These IS values are encrypted versions of the secret image, while the AEK subsets act as encrypted keys. Then, the IS values and AEK subsets are embedded into the color channels of the cover images C1, C2, and C3 using the least significant bit (LSB) embedding technique ^[18,19]. This process generates the color share images Sh1, Sh2, and Sh3, which are subsequently transmitted to authenticated participants for secure communication. The algorithm for the secret encryption phase is given in Algorithm 1.

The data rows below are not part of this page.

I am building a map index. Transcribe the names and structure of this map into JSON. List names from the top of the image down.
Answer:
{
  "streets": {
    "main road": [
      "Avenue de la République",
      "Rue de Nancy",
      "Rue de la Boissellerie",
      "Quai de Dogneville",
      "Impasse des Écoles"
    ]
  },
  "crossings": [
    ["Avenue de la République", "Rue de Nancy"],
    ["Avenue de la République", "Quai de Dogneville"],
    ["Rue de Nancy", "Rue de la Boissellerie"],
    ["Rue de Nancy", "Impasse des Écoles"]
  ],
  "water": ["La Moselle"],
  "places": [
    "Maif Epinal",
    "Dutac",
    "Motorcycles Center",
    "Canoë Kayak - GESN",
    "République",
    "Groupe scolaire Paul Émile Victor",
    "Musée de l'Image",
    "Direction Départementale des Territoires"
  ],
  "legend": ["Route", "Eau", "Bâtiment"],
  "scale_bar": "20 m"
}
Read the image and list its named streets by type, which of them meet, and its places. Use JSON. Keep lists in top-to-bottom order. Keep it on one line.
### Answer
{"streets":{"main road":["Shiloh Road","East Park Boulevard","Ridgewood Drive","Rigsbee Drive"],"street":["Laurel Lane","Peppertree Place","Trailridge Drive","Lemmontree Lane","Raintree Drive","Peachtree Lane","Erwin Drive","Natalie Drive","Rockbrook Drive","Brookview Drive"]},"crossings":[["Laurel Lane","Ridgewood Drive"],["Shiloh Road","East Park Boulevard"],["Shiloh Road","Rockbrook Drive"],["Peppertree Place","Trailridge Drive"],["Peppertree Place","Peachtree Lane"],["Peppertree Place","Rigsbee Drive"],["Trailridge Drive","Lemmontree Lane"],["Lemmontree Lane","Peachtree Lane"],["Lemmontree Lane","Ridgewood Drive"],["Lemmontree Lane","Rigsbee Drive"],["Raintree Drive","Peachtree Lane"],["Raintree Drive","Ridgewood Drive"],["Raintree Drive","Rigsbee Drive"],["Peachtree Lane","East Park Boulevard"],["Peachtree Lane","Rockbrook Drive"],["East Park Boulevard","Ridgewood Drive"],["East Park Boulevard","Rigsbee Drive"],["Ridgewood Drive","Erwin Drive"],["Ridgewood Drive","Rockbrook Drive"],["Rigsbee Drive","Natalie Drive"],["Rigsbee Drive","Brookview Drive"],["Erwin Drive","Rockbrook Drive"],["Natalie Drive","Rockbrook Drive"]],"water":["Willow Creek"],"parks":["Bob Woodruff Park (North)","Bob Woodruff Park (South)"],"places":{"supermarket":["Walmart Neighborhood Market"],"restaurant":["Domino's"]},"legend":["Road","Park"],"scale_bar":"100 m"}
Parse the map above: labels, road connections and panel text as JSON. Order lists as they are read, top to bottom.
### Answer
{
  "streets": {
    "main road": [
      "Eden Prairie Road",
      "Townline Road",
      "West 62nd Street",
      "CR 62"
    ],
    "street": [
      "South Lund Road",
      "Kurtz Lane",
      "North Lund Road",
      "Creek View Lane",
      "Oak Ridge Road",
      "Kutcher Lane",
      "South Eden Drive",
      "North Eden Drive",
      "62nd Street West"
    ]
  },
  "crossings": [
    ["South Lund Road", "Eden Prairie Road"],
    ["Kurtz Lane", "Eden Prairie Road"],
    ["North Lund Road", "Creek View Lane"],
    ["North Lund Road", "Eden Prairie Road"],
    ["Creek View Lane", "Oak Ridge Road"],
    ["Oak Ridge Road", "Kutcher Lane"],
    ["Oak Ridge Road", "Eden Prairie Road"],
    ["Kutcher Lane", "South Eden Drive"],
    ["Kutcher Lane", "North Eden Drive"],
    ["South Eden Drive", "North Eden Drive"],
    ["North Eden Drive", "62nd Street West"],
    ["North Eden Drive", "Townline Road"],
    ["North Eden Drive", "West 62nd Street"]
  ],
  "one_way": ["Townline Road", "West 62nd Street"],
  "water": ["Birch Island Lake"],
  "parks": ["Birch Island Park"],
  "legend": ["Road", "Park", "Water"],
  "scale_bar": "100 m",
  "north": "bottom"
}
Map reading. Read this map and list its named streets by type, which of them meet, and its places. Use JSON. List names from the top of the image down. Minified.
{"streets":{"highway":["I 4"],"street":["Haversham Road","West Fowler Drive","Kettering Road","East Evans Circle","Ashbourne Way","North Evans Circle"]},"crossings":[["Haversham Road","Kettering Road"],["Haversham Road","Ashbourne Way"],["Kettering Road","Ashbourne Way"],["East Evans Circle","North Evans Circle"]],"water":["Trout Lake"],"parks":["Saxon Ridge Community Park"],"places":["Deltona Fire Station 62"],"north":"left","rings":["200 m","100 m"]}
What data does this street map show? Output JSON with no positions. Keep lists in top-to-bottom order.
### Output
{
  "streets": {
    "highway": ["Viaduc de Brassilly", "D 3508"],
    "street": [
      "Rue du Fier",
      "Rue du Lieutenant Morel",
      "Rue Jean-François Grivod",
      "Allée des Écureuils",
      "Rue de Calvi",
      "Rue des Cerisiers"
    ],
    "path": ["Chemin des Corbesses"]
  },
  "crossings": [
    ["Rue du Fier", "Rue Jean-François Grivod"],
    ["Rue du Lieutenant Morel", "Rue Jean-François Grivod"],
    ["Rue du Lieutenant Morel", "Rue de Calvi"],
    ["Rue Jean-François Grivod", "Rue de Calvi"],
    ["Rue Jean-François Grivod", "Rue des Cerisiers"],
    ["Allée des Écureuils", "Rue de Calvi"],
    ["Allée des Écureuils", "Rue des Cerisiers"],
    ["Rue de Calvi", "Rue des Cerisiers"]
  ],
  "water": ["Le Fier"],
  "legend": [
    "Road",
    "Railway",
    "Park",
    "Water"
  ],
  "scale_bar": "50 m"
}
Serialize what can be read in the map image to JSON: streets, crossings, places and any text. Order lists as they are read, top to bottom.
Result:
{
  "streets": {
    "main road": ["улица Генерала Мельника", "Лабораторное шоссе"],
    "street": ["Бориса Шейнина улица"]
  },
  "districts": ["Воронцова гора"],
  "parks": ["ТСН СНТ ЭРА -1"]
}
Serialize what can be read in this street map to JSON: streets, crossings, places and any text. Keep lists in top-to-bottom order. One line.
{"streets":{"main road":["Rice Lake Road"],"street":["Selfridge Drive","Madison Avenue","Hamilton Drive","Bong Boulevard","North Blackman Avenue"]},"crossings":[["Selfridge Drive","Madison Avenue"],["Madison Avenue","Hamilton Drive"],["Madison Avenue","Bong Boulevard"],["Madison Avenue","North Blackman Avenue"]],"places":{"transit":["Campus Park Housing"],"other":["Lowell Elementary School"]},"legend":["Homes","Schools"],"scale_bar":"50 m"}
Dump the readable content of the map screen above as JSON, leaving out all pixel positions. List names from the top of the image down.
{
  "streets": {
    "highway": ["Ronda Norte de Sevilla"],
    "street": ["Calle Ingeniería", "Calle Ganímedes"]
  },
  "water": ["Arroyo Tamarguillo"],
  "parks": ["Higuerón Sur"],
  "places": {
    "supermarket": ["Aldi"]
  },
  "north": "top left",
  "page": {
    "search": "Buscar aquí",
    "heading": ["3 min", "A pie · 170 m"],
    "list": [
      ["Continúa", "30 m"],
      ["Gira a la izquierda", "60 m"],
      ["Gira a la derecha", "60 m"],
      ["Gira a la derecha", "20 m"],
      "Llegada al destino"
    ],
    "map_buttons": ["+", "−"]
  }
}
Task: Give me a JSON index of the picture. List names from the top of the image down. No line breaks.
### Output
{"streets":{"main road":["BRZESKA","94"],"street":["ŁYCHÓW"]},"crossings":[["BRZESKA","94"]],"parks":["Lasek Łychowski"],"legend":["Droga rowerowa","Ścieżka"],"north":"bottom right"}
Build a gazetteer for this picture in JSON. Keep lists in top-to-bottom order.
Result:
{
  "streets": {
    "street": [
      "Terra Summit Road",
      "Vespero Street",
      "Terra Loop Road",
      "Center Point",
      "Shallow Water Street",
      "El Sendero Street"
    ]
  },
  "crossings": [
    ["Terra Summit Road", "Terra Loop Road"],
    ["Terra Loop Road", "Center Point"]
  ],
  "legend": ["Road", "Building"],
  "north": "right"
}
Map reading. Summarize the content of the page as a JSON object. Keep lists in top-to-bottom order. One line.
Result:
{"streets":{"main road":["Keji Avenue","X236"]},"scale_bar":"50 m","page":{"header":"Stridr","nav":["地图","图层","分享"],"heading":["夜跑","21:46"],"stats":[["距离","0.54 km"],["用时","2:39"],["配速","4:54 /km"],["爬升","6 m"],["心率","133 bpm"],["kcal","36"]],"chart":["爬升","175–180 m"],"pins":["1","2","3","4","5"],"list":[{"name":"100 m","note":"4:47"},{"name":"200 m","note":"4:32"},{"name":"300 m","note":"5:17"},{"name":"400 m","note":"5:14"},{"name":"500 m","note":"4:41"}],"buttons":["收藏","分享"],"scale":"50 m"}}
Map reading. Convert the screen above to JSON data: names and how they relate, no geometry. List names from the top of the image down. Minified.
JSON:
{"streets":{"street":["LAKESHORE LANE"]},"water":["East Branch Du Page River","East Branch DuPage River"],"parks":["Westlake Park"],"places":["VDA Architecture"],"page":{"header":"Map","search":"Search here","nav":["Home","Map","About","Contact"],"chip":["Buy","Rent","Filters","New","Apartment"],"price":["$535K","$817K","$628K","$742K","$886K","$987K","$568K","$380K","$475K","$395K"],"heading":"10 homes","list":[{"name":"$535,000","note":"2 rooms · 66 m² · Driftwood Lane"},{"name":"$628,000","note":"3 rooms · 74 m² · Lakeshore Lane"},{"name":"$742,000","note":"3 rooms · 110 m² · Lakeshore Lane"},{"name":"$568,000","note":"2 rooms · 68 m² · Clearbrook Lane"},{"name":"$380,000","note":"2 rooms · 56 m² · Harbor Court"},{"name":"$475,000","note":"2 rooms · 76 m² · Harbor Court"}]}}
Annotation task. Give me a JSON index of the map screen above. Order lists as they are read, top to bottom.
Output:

Algorithm 1: Secret encryption
$Input:One\ gray\ scale\ Secret\ image\ S\ and\ a\ set\ of\ three\ color\ cover\ images\ C1, C2, C3$ $each\ of\ dimensions\ of\ Size\ H\times W$
$Output:A\ collection\ of\ n\ color\ share\ images\ \{Sh1, Sh2, Sh3)$
$begin:$
$Separate\ the\ color\ channels\ {{C}_{X}}^{t}\ from\ {C}_{X}, t\in \left\{R, G, B\right\}, \ X\in \left\{\mathrm{1, 2}, 3\right\}$
$For\ every\ x\leftarrow 0:H-1$ :
$For\ every\ y\leftarrow 0:W-1 :$
$EK = \left\{m\right(m\times n\left)\right\}, \ where\ m, \ n\in \left\{\mathrm{7, 11, 13}\right\}$
${AEK}_{1} = \left\{\begin{array}{l}0, \ \ {\forall\ EK}_{i}\le m\\ 1, \ \ otherwise\end{array}\right.$
${AEK}_{2} = \left\{\begin{array}{r}{{EK}_{i}}_{}\ mod\ 10,\ \ {\forall\ EK}_{i}\le m\\ {EK}_{i}/ 10, \ \ otherwise\end{array}\right.$
${AEK}_{3} = \left\{\begin{array}{r}{EK}_{i}/ 10, \ \ {\forall\ EK}_{i}\le m\\ {EK}_{i}\ mod\ 10, \ \ otherwise\end{array}\right.$
$IS = S\times EK$
${{Sh}_{X}}^{p} = {{C}_{X}}^{p}-mod({{C}_{X}}^{p}, 10) +IS$ p $\in \left\{\mathrm{1, 2}\right\}$
${{Sh}_{X}}^{q} = {{C}_{X}}^{q}-mod({{C}_{X}}^{q}, 10) +{AEK}_{q}$ q $\in \{\mathrm{1, 2}, 3\}$
$end\ for$
$end\ for$
$For\ every\ Z\leftarrow 1:3 :$
$Sh\left(:, :, 1\right) = {Sh}_{R}$
$Sh\left(:, :, 2\right) = {Sh}_{G}$
$Sh\left(:, :, 3\right) = {Sh}_{B}$
$end\ for$
$end\ begin$

3.2. Secret decryption phase (SDP)

In the decryption phase, the focus shifts from generating shares to reconstructing the original secret image (S) from the received shares (RSh1, RSh2, and RSh3). The operational details of this phase are illustrated in . Initially, these received shares are separated into their respective color channels, from which the reconstructing intermediate share (RIS) values and the asymmetric decryptions sub key sets (ADK1, ADK2, and ADK3) are extracted using the LSB extraction process ^[20]. The asymmetric decryption key (ADK) is generated, which is distinct from the AEK. Subsequently, the ADK and $RIS$ values are combined to produce the decrypted new message (DM), which essentially provides the pixel values for the reconstructed image.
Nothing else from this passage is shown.